Jesus Christ Kinski (2025)
Jesus Christ Kinski’s premise initially seems to be the recreation of a single performance by the prolific and legendarily volatile actor Klaus Kinski. After many years acting in movies (of wildly varying quality) in 1971 Kinski returned to the theatrical stage for a one-man show at Berlin’s Deutschlandhalle, a monologue entitled Jesus Christus Erlöser ("Jesus Christ the Saviour / Redeemer”). His intense performance rapidly devolved into a kind of battle between Kinski and the audience. The occasion was captured on film and released as a documentary in 2008. In the book’s first part, we are thrown directly into the performance, told in Kinski’s own voice, and moving wildly between reportage of the event itself and Myers’ invention (using words from Kinski’s autobiographies) of what may have been going through his mind.
Good Girl (2025)
Good Girl centres on Nila, a 19-year-old student of Afghan refugees living in Berlin in what seems to be around the late 2000s/early 2010s.
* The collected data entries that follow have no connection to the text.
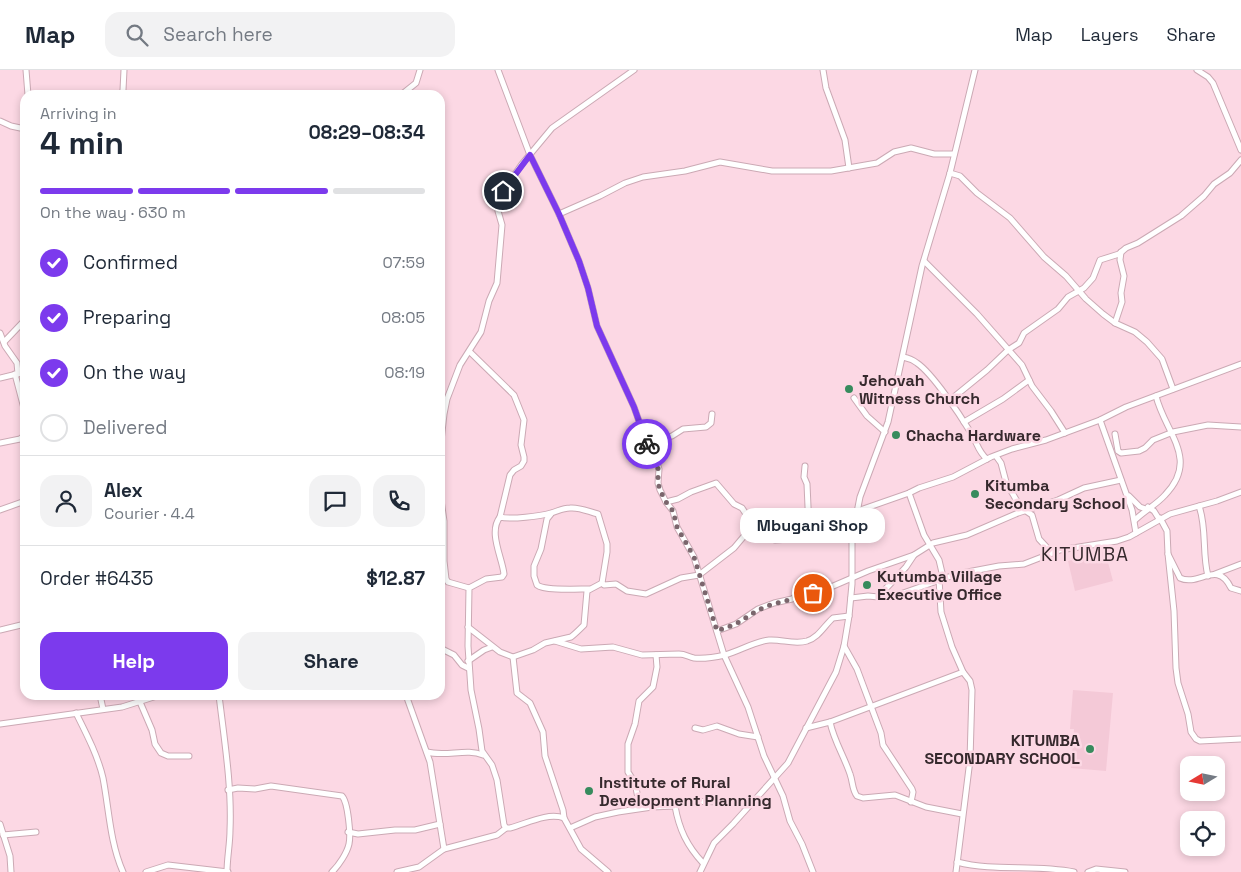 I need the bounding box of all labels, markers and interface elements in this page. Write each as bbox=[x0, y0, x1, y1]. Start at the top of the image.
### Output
search box bbox=[105, 12, 455, 57]
text: Map bbox=[25, 19, 75, 50]
icon: search bbox=[123, 21, 151, 49]
text: Search here bbox=[163, 22, 273, 47]
text: Map bbox=[1015, 23, 1053, 46]
text: Layers bbox=[1081, 23, 1138, 46]
text: Share bbox=[1166, 23, 1216, 46]
text: Arriving in bbox=[40, 103, 117, 124]
text: 08:29–08:34 bbox=[309, 120, 425, 145]
text: 4 min bbox=[40, 123, 124, 163]
pin bbox=[482, 170, 524, 212]
icon: home bbox=[489, 177, 517, 205]
text: On the way · 630 m bbox=[40, 202, 186, 223]
icon: check bbox=[40, 249, 68, 277]
text: Confirmed bbox=[83, 250, 178, 275]
text: 07:59 bbox=[383, 252, 425, 273]
icon: check bbox=[40, 304, 68, 332]
text: Preparing bbox=[83, 305, 171, 330]
text: 08:05 bbox=[381, 307, 425, 328]
icon: check bbox=[40, 359, 68, 387]
text: On the way bbox=[83, 360, 186, 385]
text: 08:19 bbox=[384, 362, 425, 383]
place label: Jehovah Witness Church bbox=[859, 370, 980, 409]
marker: Jehovah Witness Church bbox=[843, 383, 855, 395]
text: Delivered bbox=[83, 415, 168, 440]
courier bbox=[622, 419, 672, 469]
place label: Chacha Hardware bbox=[906, 425, 1041, 446]
marker: Chacha Hardware bbox=[890, 429, 902, 441]
icon: bike bbox=[633, 430, 661, 458]
button: person bbox=[40, 475, 92, 527]
button: chat bbox=[309, 475, 361, 527]
button: phone bbox=[373, 475, 425, 527]
place label: Kitumba Secondary School bbox=[985, 475, 1125, 514]
text: Alex bbox=[104, 478, 143, 503]
marker: Kitumba Secondary School bbox=[969, 488, 981, 500]
text: Courier · 4.4 bbox=[104, 503, 195, 524]
callout: Mbugani Shop bbox=[740, 508, 886, 543]
text: Mbugani Shop bbox=[757, 515, 868, 536]
district label: KITUMBA bbox=[1041, 542, 1129, 567]
text: Order #6435 bbox=[40, 566, 153, 591]
text: $12.87 bbox=[366, 566, 425, 591]
place label: Kutumba Village Executive Office bbox=[877, 566, 1002, 605]
pin bbox=[792, 572, 834, 614]
icon: bag bbox=[799, 579, 827, 607]
marker: Kutumba Village Executive Office bbox=[861, 579, 873, 591]
button: Help bbox=[40, 632, 228, 690]
button: Share bbox=[238, 632, 425, 690]
place label: KITUMBA SECONDARY SCHOOL bbox=[924, 730, 1080, 769]
marker: KITUMBA SECONDARY SCHOOL bbox=[1084, 743, 1096, 755]
north arrow bbox=[1180, 756, 1225, 801]
map controls bbox=[1180, 756, 1225, 856]
place label: Institute of Rural Development Planning bbox=[599, 772, 772, 811]
marker: Institute of Rural Development Planning bbox=[583, 785, 595, 797]
button: locate bbox=[1180, 811, 1225, 856]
She has lost her mother and is keen to distance herself from her father, and throws herself into the Berlin clubbing scene, spending long nights and days partying, notably at ‘the Bunker’ (transparently Berghain) where she meets the much older American writer Marlowe, with whom she begins a tempestuous sort-of-relationship based around a mutual affection for art and the consumption of illicit substances.
The Blue Flower (1995)
The Blue Flower is set in the Germany of the late Eighteenth century, as Romantic sensibilities ferment in the great universities and clash with the traditional ways found in the small towns where much of its action takes place. At the centre of the novel is Friedrich von Hardenberg, a student of philosophy, rubbing shoulders with the likes of Goethe and developing his own ideas and poetry with which he will later find fame as Novalis. The novel’s short chapters provide insights into his unusual and contradictory life (alongside his poetry, he’s also taking on the running of a salt mine…) as well as those of his family members and contemporaries. Most strikingly, it details his captivation by the twelve-year old Sophie von Kuhn, a ‘normal’ girl offering little in terms of the usual expectations of the time (she’s neither financially nor intellectually his equal).